In the last few years, Wall Street has shown an increased appetite for restaurant companies as a whole, and it’s fast-casual brands in particular that increasingly grab investors’ attention.

That was perhaps no more evident than in 2013, when enthusiasm for fast-casual restaurant concepts reached new heights with gangbuster initial public offerings (IPO) from Potbelly and Noodles & Company. The IPOs raised about $100 million each, and stock prices of both companies more than doubled on their opening days of trading.

Analysts say their success shows that the market is welcoming to limited-service brands and that even smaller chains can make a go on Wall Street—especially those with plenty of potential for future growth. Experts also say the success of brands like Chipotle, Noodles & Company, and Potbelly lays out a model for future fast-casual IPOs. Brands with a focus on healthier or at least higher-quality ingredients are even more likely to succeed, they say.

“The stock market in general has been very strong. Restaurant companies have been along for the ride in terms of performance,” says Bob Bielinski, managing director of the restaurant industry practice at CIT Corporate Finance, which provides financing, leasing capital, and advising services.

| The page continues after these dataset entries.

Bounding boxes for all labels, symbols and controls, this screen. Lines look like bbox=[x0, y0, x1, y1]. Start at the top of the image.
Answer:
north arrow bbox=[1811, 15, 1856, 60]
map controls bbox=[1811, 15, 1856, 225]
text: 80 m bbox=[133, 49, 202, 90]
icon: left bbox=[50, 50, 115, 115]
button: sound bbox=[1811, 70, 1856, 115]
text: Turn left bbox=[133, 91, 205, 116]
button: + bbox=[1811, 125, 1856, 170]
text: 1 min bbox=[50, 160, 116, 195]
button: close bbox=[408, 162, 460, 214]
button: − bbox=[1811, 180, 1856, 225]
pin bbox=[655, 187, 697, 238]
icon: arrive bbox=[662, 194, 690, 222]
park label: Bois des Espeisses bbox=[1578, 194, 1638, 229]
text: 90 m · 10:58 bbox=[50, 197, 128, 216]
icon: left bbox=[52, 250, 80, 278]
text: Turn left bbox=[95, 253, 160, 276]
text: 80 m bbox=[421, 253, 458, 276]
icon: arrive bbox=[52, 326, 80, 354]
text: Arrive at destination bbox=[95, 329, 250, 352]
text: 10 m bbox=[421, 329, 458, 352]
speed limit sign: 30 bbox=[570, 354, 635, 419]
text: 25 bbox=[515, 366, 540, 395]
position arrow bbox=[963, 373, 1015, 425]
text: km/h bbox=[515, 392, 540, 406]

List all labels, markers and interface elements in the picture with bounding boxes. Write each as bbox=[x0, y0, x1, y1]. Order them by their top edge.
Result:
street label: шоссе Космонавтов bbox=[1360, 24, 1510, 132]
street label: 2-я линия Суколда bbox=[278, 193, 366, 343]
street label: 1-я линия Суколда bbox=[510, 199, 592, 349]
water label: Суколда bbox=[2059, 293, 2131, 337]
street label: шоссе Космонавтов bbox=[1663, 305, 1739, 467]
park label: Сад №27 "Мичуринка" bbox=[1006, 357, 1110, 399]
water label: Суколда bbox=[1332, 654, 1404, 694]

Aside from high-profile wins from Potbelly and Noodles & Company, market observers say, the overall performance of restaurant companies on the market is trending up over the last two years, with even better prospects for 2014. “The market has indicated an acceptance of restaurant companies,” Bielinski says. “And I think it’s particularly interested in growth companies.”

In its first quarter as a publicly traded company, Chicago-based Potbelly in November reported third-quarter revenues of $78 million, up 11.7 percent from the previous quarter’s $69.9 million. The sandwich chain used the $108.8 million from its IPO to pay a dividend to investors, pay down debt, and use as working capital.

“We view the IPO as a significant milestone, but not a destination,” CEO Aylwin Lewis said in the company’s third-quarter financial statement.

In an October 15 video interview with NASDAQ’s “Signature CEO” series, Lewis said the IPO would help the brand build a “bulletproof balance sheet” and push more growth. The company opened about 40 stores in 2013 and expects aggressive growth to continue.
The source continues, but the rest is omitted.